As India prepares for the last phase of polling, cybersecurity experts have unearthed cyber attacks from across the border, targeting crucial Indian government and military entities.

Seqrite, the enterprise arm of Quick Heal Technologies, has said there was an alarming escalation in cyberattacks orchestrated by Pakistan-linked advanced persistent threat (APT) groups.

At the forefront of these attacks is SideCopy, a Pakistan-based APT group that has persistently targeted South Asian countries, with a focus on compromising Indian defence and government organisations since at least 2019.

APT attacks are carefully planned and designed to penetrate target organisations, evading existing security measures.

Seqrite said it detected three distinct campaigns launched by this group, each characterised by deploying two instances of the AllaKore remote access trojan (RAT) as the final malicious payload.

Also read: Burnout among cybersecurity professionals threaten to weaken security shield

Similarly, Transparent Tribe (APT36), SideCopy’s overarching parent APT entity, has been relentlessly utilising advanced variants of the Crimson RAT, a sophisticated .NET-based remote access tool designed for extensive system control and persistent access. Transparent Tribe has consistently targeted India since its emergence in 2013.

“The intensifying cyberattack campaigns spearheaded by these Pakistani APT groups represent a severe and escalating threat to our national security, especially in light of the ongoing general elections,” a Seqrite report said.

“This necessitates a coordinated and proactive cybersecurity posture across all critical infrastructure to safeguard the integrity of our democratic processes,” it said.

Modus operandi

The infection chains commence with carefully crafted spear-phishing emails delivering malicious attachments or links that exploit vulnerabilities to gain initial footholds within target networks. “Once compromised, these entry points are then leveraged to deploy an array of malware payloads, including the AllaKore and Crimson RATs, granting the attackers extensive remote control and unfettered access to infected systems,” it said.

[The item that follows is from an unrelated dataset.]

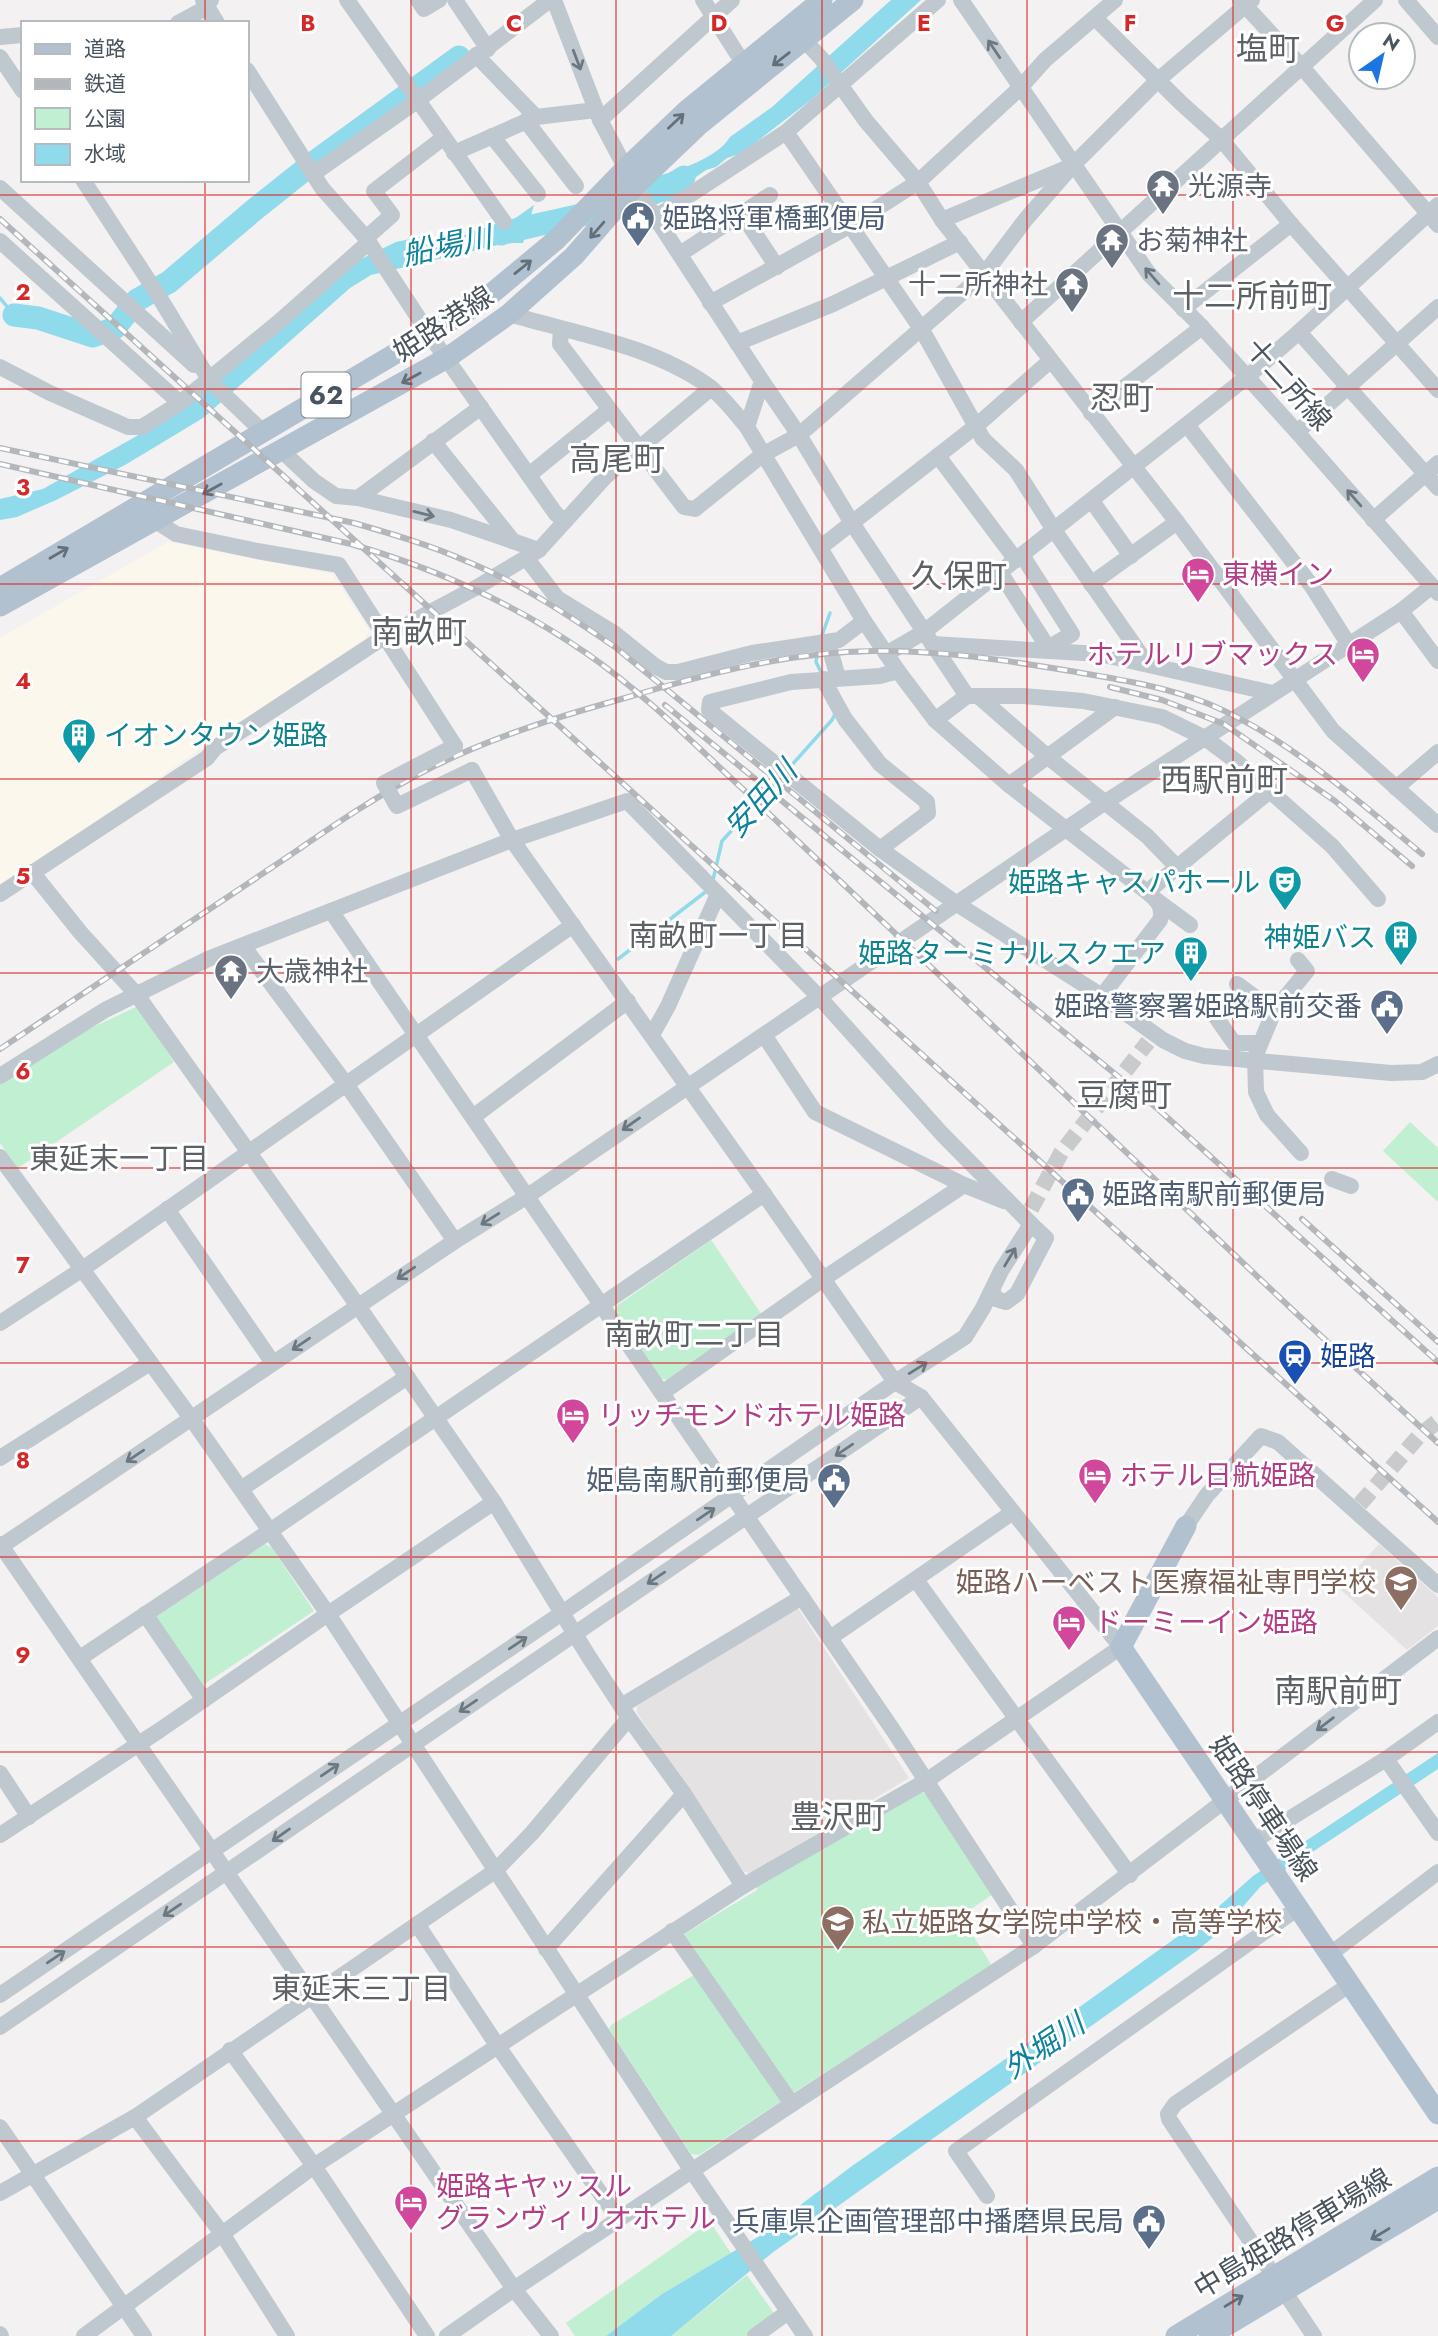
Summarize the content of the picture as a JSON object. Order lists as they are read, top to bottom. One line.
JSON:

The persistent targeting of the Indian government and defense entities by Pakistani APT groups is not a new phenomenon.

“However, the recent surge in attack volumes and the escalating sophistication of the adversaries’ TTPs (Tactics, Techniques and Procedures), particularly in the run-up to the general elections, represent a substantial escalation in the evolving cyber threat landscape,” it said.

Also read: Govt directs telcos to block incoming international spoofed calls

Seqrite strongly advises organisations, especially those involved in the electoral process, to implement robust cybersecurity measures as an immediate priority.

“This includes ensuring regular software updates, deploying advanced email filtering and web security solutions and conducting comprehensive security awareness training to educate employees on identifying and mitigating social engineering tactics,” Seqrite said.

It also recommends the adoption of multi-factor authentication mechanisms, conducting regular security assessments and penetration testing exercises and establishing comprehensive incident response plans to minimise the potential impact of successful breaches.